Introduction to Word documents
Now that folks have had a chance to work with Beta 1 for a few months, I wanted to take some time to give a high level overview of the three different document formats. Today I'm going to focus on Word. Obviously there is a huge set of features and functionality in Word, and I won't really be able to do much more than just scratch the surface today (but hopefully this will be a good start).
Document
There are a large number of pieces of information that we use to construct a Word document. If you want to just focus though on the pieces that actually provide the content for the document, then you can actually break it out into a collection of multiple subdocuments. We call those subdocuments 'stories', and there are 6 top level stories that make up a document:
- The main story - this is the core body of the document, and is really the only one that's required to make a document.
- Headers & Footers - There can be one or more of these, and they are tied to a section.
- Footnotes & Endnotes - Anchors for the footnotes and endnotes like in the body, but the actual content is stored separately.
- Subdocuments - There is a feature that allows for the document to be broken out into a collection of subdocuments.
- Frames
- Comments
Once you have the collection of stories, you then focus on the other parts of the file that help specify all the properties that should be used for those stories (ie layout; formatting; etc.). For the most part, all the stories in a document share a common set of properties. These properties are contained within:
- Style information
- Bullets and numbering information
- Font information
- Document settings
Style Information
A style defines a specific set of formatting properties that can the be referenced by content object. A great example of a style would be the "Normal" paragraph style which in Word 2003 is defined as having the following properties: Font = Times New Roman; Font Size = 12 point; Justification = Left; Line Spacing = Single.
Word supports five different style types:
- Paragraph Styles
- Character Styles
- Linked Styles (both paragraph and character)
- Table Styles
- List Styles
Style cascading (or inheritance) is a fairly important and complex area. Multiple style types can be applied to the same part of a file, so the properties must be applied in a specific order. It's possible for a property set by one style type to actually be removed or supplemented by other style types that follow it.
Styles of any given type can also inherit from other styles of that type. For example, the Heading 1 paragraph style is based on (and inherits from) the Normal paragraph style.
Here is a diagram that shows a simple view of how style information is applied. There are some additional complexities not outlined here, but this covers most cases.
If you look at the above diagram, you'll see that the first type applied is the Table style type. This will affect Tables, Paragraphs, and Characters (or runs) within that paragraph. The next level is the List style type. This affects the paragraph properties. A list style can also bring in a paragraph style, but that's a bit more complexity than I want to get into today. Paragraph and then Character styles are the next two applied, and the final piece is direct formatting, which will override everything else. That's why folks involved in more complex documents like to avoid direct formatting if at all possible, since you can then manage the styles, and don't have to worry about direct formatting overriding those styles.

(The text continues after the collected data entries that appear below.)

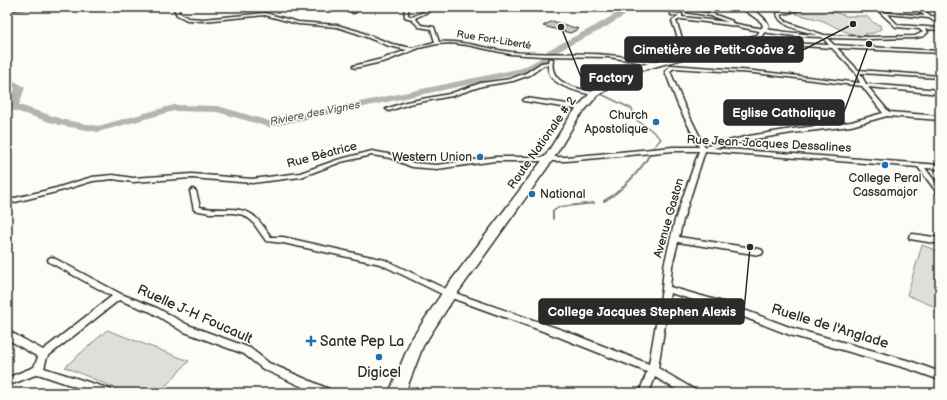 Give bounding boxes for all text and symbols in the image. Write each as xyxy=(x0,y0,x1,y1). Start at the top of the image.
street label: Rue Fort-Liberté xyxy=(456,28,532,52)
callout: Cimetière de Petit-Goâve 2 xyxy=(625,37,803,62)
text: Cimetière de Petit-Goâve 2 xyxy=(633,42,795,58)
callout: Factory xyxy=(581,65,642,90)
text: Factory xyxy=(588,70,634,86)
street label: Route Nationale # 2 xyxy=(505,94,579,192)
water label: Riviere des Vignes xyxy=(269,98,362,128)
callout: Eglise Catholique xyxy=(724,100,844,125)
text: Eglise Catholique xyxy=(732,105,836,121)
place label: Church Apostolique xyxy=(585,108,648,137)
marker: Church Apostolique xyxy=(651,117,661,127)
street label: Rue Jean-Jacques Dessalines xyxy=(686,132,852,156)
street label: Rue Béatrice xyxy=(285,138,359,172)
place label: Western Union xyxy=(392,150,472,165)
marker: Western Union xyxy=(475,152,485,162)
marker: College Peral Cassamajor xyxy=(880,160,890,170)
place label: College Peral Cassamajor xyxy=(849,171,921,200)
street label: Avenue Gaston xyxy=(650,176,688,260)
place label: National xyxy=(540,187,585,202)
marker: National xyxy=(527,189,537,199)
street label: Ruelle J-H Foucault xyxy=(135,281,256,347)
callout: College Jacques Stephen Alexis xyxy=(539,299,744,324)
street label: Ruelle de l'Anglade xyxy=(769,300,891,352)
text: College Jacques Stephen Alexis xyxy=(548,304,736,320)
place label: Sante Pep La xyxy=(320,333,404,350)
marker: Sante Pep La xyxy=(305,335,317,347)
marker: Digicel xyxy=(374,352,384,362)
place label: Digicel xyxy=(357,364,401,381) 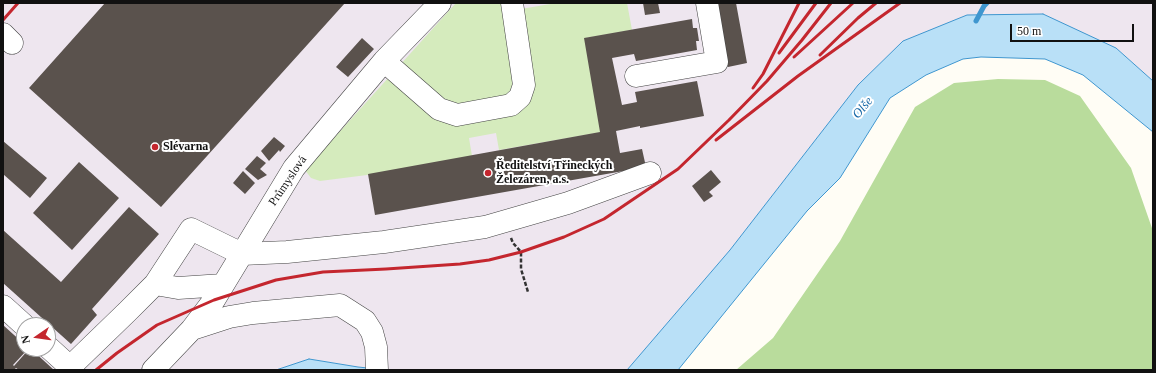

Now let's talk about this at the XML level, and how a style is applied. The properties of the style are contained in the style definitions:
And the paragraph then just references the style via the style ID:
Bullets and Numbering
Although it's not always obvious, any bullet/numbering definition consists of nine levels, each of which have Paragraph properties (e.g. margins) and Item properties (e.g. bullet vs. numbering, numbering type, etc.) defined. The behavior of the numbering is specified in two parts, the Bullets & numbering definition, then the actual Bullets & numbering instance which is a specific instance of a given definition.
The Bullets and numbering definition specifies the properties for any or all of the nine levels. The instance then specifies the properties for a specific numbering instance inheritance which includes a reference to a definition; and then any additional overrides for one or more levels.
Let's get into an example of how this would look in XML. Here is what a numbering definition looks like:
Then, after the numbering definition, there is a numbering instance that references the definition, and itself has an ID.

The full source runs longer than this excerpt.